Looking at the entries underneath, work out how many lines contain "image". Write only that number.

- **Material for this exercise**
══════════════════════════════
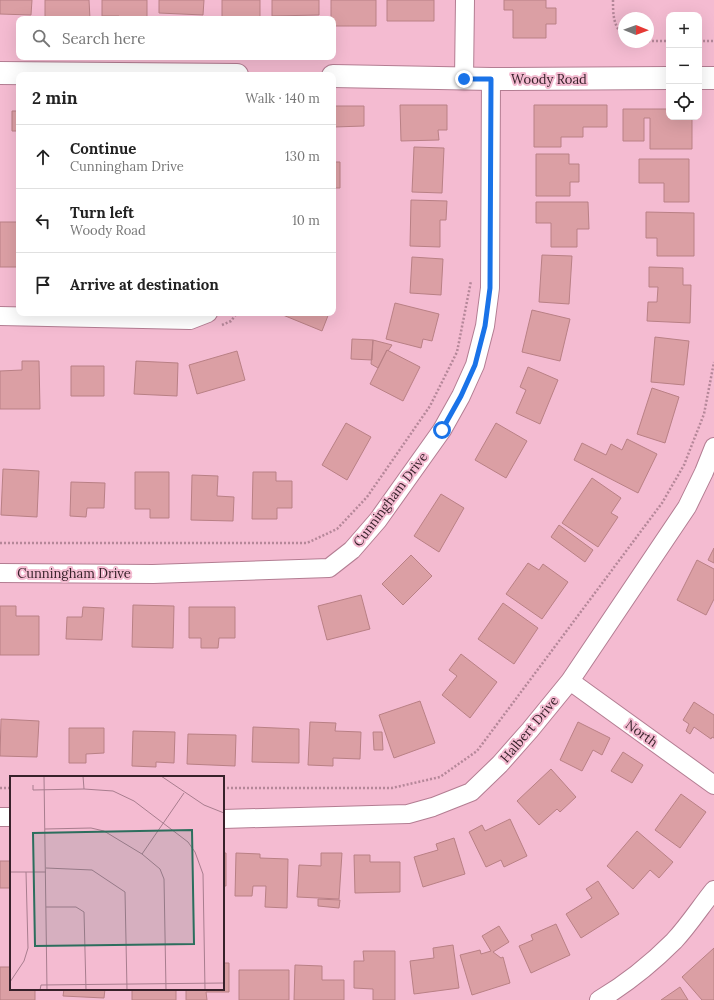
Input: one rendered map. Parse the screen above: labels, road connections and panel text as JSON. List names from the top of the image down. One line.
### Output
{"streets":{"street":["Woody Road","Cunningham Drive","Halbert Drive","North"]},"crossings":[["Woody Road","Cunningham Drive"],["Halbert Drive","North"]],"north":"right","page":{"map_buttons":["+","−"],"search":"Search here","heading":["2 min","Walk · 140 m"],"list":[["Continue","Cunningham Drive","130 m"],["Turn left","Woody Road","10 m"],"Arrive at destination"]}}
══════════════════════════════
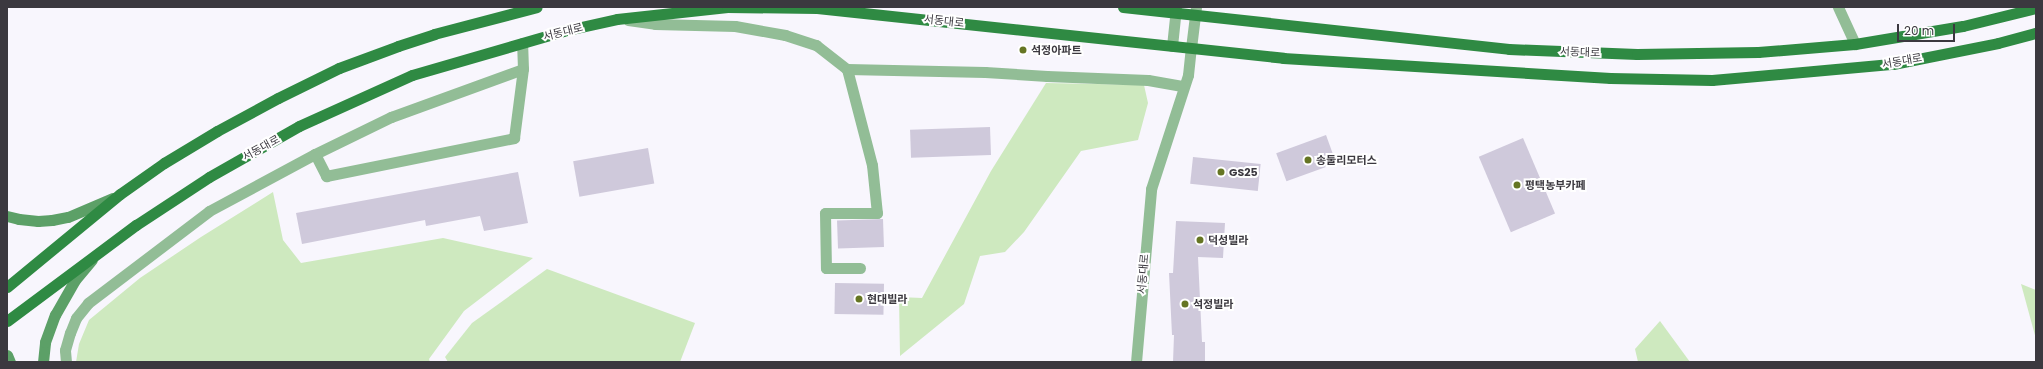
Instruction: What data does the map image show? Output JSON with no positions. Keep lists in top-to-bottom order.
══════════════════════════════
- **Reply**
2